The same former prosecutor, when asked about these charges, said, “This is a pretty cut and dried case and falls directly within the statute.  I never liked the idea of the state criminalizing what should be HR matters, but all state employees know that criminal charges for doing private business on state time remain a distinct possibility.”

So what do we make of the decision by Republican Prosecutor Ron O’Brien to not file theft in office charges.

Initially, we wonder if O’Brien has a conflict of interest.  Even if not a direct conflict, he is a Republican asked to review possible charges against a high ranking member of a Republican Governor’s administration.  The decision on whether to indict – or not indict – a high ranking political figure would have more credibility if done by a non-political special prosecutor.

The real question is: how have similar cases been treated.

Let’s look at two recent cases.

In Brown County, the prosecutor indicted some ODNR employees for hunting while on state time.  The allegations in this case, like the allegations against Heffner, came to light after an Inspector General investigation.  The Brown County Prosecuting Attorney explained that the charges were justified because “these two men took public money and betrayed the public trust because they chose to hunt while being paid by taxpayers.”

It is hard to see how the Heffner case is different from the ODNR case.  In both instances, state employees chose to pursue private interests while being paid by the taxpayers.  If anything, Heffner’s case is worse because he used state resources to pursue his new career.
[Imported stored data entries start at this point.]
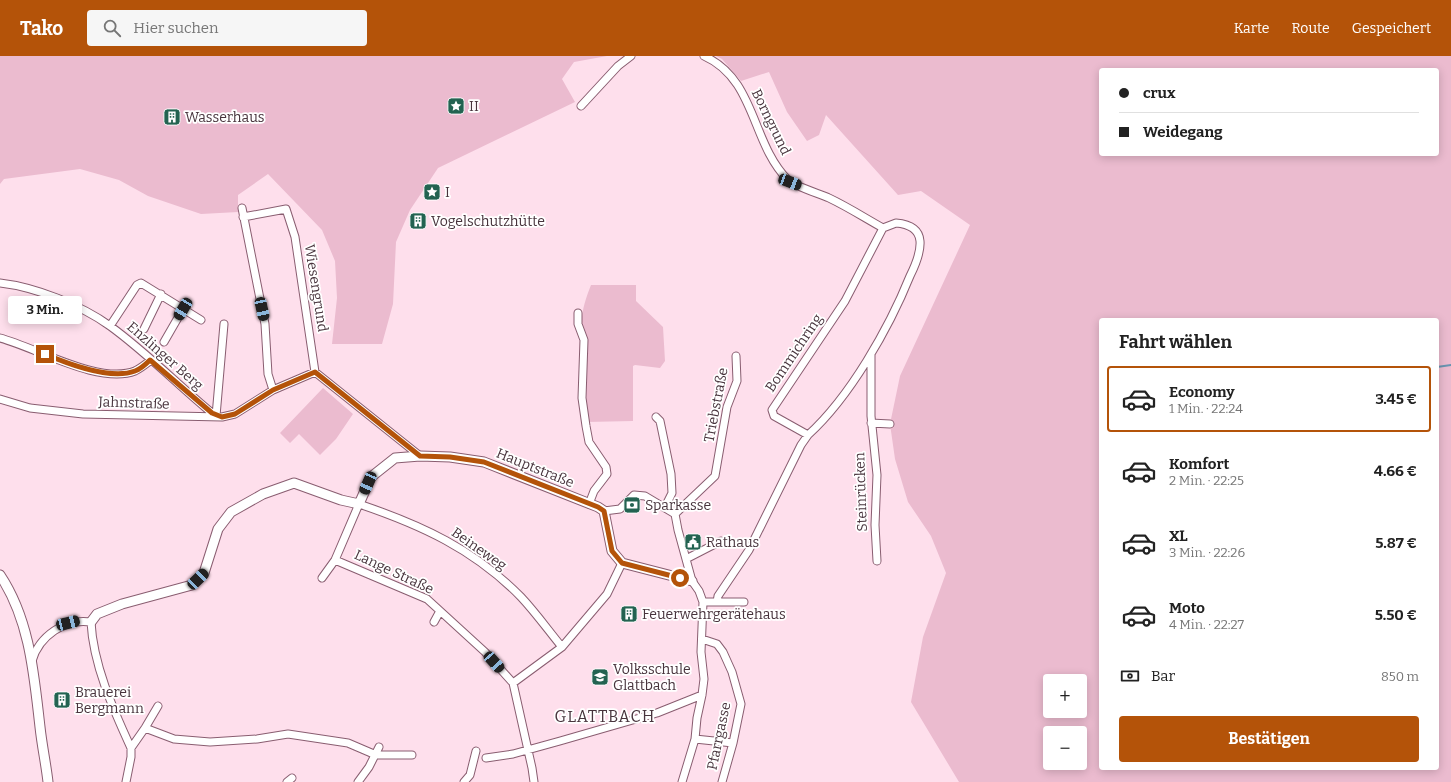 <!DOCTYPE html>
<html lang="de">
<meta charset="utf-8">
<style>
:root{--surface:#fff;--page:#f6f6f6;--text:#222;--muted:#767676;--line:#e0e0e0;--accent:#b45309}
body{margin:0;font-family:Bitter,serif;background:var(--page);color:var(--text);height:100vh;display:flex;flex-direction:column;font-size:15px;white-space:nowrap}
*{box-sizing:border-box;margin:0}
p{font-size:13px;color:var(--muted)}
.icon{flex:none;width:22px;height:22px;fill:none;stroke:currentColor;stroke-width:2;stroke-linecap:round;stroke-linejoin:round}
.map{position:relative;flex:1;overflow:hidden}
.side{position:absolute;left:1099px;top:262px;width:340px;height:452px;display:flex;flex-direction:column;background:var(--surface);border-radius:4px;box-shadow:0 2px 10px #0003}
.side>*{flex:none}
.top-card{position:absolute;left:1099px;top:12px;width:340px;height:88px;border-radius:4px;box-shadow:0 2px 10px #0003;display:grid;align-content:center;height:88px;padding:0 20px;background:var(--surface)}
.buttons{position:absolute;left:1043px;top:618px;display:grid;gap:8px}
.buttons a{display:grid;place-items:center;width:44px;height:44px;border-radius:4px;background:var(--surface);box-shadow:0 2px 10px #0003;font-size:20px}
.end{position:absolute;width:18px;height:18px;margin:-9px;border:5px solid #b45309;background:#fff;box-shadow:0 0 0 2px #fff}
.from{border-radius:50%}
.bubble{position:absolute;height:28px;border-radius:4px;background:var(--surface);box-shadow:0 2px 10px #0003;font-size:13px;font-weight:700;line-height:28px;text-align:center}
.car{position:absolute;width:12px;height:24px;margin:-12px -6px;border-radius:5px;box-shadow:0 0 3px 1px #0007;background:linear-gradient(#222 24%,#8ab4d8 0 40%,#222 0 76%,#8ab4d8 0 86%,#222 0)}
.top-card b{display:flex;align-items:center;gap:14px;height:38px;font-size:15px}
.top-card b+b{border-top:1px solid var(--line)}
.top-card i{width:10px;height:10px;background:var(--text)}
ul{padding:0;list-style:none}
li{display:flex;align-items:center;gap:12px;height:66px;margin:0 8px 6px;padding:0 12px;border:2px solid transparent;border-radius:4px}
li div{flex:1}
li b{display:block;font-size:15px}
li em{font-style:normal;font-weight:700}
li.selected{border-color:var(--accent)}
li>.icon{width:36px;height:36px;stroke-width:1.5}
h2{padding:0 20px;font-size:18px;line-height:48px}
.pay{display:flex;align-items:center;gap:10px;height:44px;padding:0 20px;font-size:15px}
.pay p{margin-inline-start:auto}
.primary-button{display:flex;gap:8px;margin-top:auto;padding:8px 20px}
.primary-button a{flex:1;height:46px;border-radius:4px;background:var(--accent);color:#fff;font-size:16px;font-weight:700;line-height:46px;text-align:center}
header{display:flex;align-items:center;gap:24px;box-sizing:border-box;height:56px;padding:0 20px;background:var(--accent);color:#fff}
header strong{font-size:19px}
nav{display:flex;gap:22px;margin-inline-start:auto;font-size:14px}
.search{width:280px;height:36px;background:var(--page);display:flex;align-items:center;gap:10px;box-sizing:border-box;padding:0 14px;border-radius:4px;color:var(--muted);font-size:15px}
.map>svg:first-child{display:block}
</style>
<header>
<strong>Tako</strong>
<div class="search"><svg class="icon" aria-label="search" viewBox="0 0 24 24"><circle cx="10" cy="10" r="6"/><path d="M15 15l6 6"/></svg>Hier suchen</div>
<nav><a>Karte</a><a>Route</a><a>Gespeichert</a></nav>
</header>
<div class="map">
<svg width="1451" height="726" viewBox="0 0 1451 726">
<rect width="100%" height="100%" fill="#fedfec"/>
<path fill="#ebbbcf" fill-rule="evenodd" d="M0 0H607L574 6 562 23 575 46 438 112 410 154 396 186 393 248 382 288H332L337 242 335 205 322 174 268 118 238 139V156L201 158 148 140 119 124 80 113 4 123 0 128Z
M716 0H1451V726H959L911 646 923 581 946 517 931 480 908 446 895 403 890 368 900 320 970 169 921 135 898 139 826 59 819 79 807 85 787 56 769 16 741 25 722 3ZM1101 14H1437V98H1101ZM1101 264H1437V712H1101ZM1050 625H1080V655H1050ZM1050 677H1080V707H1050Z
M591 229H636V245L663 271 665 305 660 312 635 309 633 310V365L586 366 587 279 583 278C579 262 585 244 591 229Z
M323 332 353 358 336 383 320 399 299 378 290 387 280 377Z"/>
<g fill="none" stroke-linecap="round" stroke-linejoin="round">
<path stroke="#6895b1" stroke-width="2" d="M1437 311 1451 309"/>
<g stroke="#895d70" stroke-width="9">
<path id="street" d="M704 0C756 23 751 87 788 124 794 130 820 138 829 142 848 151 865 162 883 172
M581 50 618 10 631 0
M242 152 265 268 268 318 273 334
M243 161 286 153 295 181 315 316
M896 167C907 168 919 172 920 185 921 197 915 210 910 220 889 272 850 341 808 379L774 360 772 354 845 245 883 172Z
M0 227C35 231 81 249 110 270 146 296 178 329 212 357L218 360
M578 257V268L584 284 582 342 586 370 589 386 606 411 607 418 594 435 589 448
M110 270 137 229 141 227 201 264
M144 273 161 238
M0 282C35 291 99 329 135 315 141 312 146 308 151 304
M164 286 183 253
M871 298V360L877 419 875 469 877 505
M0 343 30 352 83 358 222 361 235 358 273 334 315 316 420 400
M216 360 224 268
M656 361 660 365 671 418 672 437 665 451
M871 367 890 368
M604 455 620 453 634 439 645 440 675 458 678 474 692 525 699 535 703 546 701 596 704 623 702 639 697 662 695 683 682 726
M675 458 715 420 727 351 737 325 736 300
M686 503 721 485
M335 504 427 543 485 596 513 627 532 712 534 726
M322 522 335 504 359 448C421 469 474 493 521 541 536 557 548 574 562 591
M703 546H744
M717 546 718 540 749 494 801 389 808 379
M434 566 440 555
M702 583 717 588 723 596 732 616 741 648 733 687 722 726
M32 605C39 580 65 562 91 566 93 608 113 653 131 692V701L126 726
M513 627 562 591 607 538 622 507
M145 672 174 683 210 686 257 683 288 678 348 687 376 699H412
M695 683 733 687
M131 692 145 672 158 650
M486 702 513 698 560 685 657 657 702 639
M287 726 292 722
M358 726 369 711 379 691
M464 726 470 719 476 695"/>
</g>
<g stroke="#895d70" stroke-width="11">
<path id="secondary" d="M0 519C30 564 34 619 40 671 42 690 46 708 48 726
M91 566 97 558 122 548 192 529 204 517 218 473 231 456 263 438 294 427 341 444 359 448 371 421 395 402 420 400 450 401 484 406 598 451 604 455 612 495 622 507 692 525"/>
</g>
<use href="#street" stroke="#fff" stroke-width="7"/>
<use href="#secondary" stroke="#fff" stroke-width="9"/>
</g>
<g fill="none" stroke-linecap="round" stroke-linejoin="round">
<path stroke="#b45309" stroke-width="5" d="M45 298C68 308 111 324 135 315 141 313 146 308 150 304L212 357 222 361 235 358 273 334 315 316 420 400 450 401 484 406 598 451 604 455 612 495 622 507 680 522"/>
</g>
<defs>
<g id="sight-square" transform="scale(0.9)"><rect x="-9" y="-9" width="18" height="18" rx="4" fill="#236351" stroke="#fff"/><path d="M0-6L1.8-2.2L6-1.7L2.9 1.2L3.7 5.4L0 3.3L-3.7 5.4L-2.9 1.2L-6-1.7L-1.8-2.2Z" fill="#fff"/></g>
<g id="building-square" transform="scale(0.9)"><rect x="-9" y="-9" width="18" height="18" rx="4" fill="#236351" stroke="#fff"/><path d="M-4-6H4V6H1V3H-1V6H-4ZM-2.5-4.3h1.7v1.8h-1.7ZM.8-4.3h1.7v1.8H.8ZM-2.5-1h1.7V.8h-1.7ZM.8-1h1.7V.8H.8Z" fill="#fff"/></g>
<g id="bank-square" transform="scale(0.9)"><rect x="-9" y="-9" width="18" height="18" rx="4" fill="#236351" stroke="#fff"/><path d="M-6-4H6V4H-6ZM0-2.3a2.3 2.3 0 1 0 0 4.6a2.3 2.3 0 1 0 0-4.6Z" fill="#fff"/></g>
<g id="civic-square" transform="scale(0.9)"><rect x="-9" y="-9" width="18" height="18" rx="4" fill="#236351" stroke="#fff"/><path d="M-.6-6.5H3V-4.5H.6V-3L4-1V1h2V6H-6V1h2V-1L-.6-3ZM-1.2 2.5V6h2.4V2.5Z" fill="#fff"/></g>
<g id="school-square" transform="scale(0.9)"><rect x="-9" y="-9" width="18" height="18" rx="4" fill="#236351" stroke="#fff"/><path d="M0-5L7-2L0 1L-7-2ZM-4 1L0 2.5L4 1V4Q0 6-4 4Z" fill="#fff"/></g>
</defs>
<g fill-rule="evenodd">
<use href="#sight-square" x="456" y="50"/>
<use href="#building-square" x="172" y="61"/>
<use href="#sight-square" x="432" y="136"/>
<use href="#building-square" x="418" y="165"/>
<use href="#bank-square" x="632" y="449"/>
<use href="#civic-square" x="693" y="486"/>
<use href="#building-square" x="629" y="558"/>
<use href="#school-square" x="600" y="621"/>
<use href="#building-square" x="62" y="644"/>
</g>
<g text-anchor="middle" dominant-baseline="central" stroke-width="3.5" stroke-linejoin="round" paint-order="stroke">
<g font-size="14" fill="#48343d" stroke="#fff" text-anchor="start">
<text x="469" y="50">II</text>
<text x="185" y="61">Wasserhaus</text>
<text x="445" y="136">I</text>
<text x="431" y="165">Vogelschutzhütte</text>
<text x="645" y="449">Sparkasse</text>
<text x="706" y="486">Rathaus</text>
<text x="642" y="558">Feuerwehrgerätehaus</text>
<text x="613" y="613">Volksschule<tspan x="613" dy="16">Glattbach</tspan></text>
<text x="75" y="636">Brauerei<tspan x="75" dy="16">Bergmann</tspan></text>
</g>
<g font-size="14" fill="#48343d" stroke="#fff">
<text transform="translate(771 66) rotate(64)">Borngrund</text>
<text transform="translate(316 232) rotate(81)">Wiesengrund</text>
<text transform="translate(794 297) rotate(-56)">Bommichring</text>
<text transform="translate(165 300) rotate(41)">Enzlinger Berg</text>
<text transform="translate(134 347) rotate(2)">Jahnstraße</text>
<text transform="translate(716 349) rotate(-79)">Triebstraße</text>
<text transform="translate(535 412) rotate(22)">Hauptstraße</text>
<text transform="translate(861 436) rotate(-92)">Steinrücken</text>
<text transform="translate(479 493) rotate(35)">Beineweg</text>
<text transform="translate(394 516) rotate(25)">Lange Straße</text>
<text transform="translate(719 680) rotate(-78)">Pfarrgasse</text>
</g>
<g font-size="16" letter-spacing="1" fill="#48343d" stroke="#fff">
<text x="605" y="660">GLATTBACH</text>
</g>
</g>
</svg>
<div class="buttons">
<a>+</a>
<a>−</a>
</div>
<i class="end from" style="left:680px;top:522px"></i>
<i class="end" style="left:45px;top:298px"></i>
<div class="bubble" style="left:8px;top:240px;width:74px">3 Min.</div>
<i class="car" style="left:790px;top:126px;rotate:111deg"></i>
<i class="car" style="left:183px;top:253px;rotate:211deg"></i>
<i class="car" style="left:262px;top:253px;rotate:168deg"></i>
<i class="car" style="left:368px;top:427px;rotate:204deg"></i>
<i class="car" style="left:198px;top:523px;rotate:46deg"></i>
<i class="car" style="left:68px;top:567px;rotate:76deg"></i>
<i class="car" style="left:494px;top:606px;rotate:138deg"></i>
<div class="top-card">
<b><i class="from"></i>crux</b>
<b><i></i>Weidegang</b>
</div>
<section class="side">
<h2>Fahrt wählen</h2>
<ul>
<li class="selected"><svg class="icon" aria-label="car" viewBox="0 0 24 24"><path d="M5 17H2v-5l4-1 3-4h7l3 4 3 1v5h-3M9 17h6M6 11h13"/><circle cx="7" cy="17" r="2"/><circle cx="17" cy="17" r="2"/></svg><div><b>Economy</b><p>1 Min. · 22:24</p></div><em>3.45 €</em></li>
<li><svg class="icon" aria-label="car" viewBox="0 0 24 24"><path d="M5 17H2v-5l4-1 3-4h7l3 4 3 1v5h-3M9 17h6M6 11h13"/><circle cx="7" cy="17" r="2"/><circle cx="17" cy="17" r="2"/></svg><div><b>Komfort</b><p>2 Min. · 22:25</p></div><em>4.66 €</em></li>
<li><svg class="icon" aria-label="car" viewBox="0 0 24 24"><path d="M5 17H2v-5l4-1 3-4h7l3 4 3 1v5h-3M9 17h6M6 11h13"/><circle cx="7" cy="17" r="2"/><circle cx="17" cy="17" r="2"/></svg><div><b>XL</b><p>3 Min. · 22:26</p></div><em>5.87 €</em></li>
<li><svg class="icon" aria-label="car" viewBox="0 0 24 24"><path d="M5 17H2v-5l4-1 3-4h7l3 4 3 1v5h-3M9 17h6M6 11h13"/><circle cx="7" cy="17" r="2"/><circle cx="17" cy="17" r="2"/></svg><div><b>Moto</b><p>4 Min. · 22:27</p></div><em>5.50 €</em></li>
</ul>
<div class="pay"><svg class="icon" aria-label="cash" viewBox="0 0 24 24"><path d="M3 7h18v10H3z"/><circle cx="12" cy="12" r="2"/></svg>Bar<p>850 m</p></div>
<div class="primary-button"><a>Bestätigen</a></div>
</section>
</div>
The second case is one from the Franklin County prosecutor.  Earlier this year, a school principal was indicted on a felony charge of theft on office (as well as two other felonies) and other charges when she misrepresented her salary on forms to make her children eligible for subsidized school lunches.  After admitting guilt, she was placed in a diversion program that could ultimately lead to the dismissal of the charges.

The important fact about the Jones case is that Jones did not receive a huge benefit.  News reports estimated that she received a benefit of only about $1,300.  While we don’t have an exact figure for the benefit received by Heffner, this isn’t important.  The important point is that O’Brien’s office has been willing to bring felony theft in office charges even when the amount of benefit to the employee is relatively small.

Conclusion:  it is hard to defend the decision of O’Brien here, as it appears to be inconsistent with the decisions made in other recent cases.    We will leave it to the comments section to speculate on motives for this disparate treatment.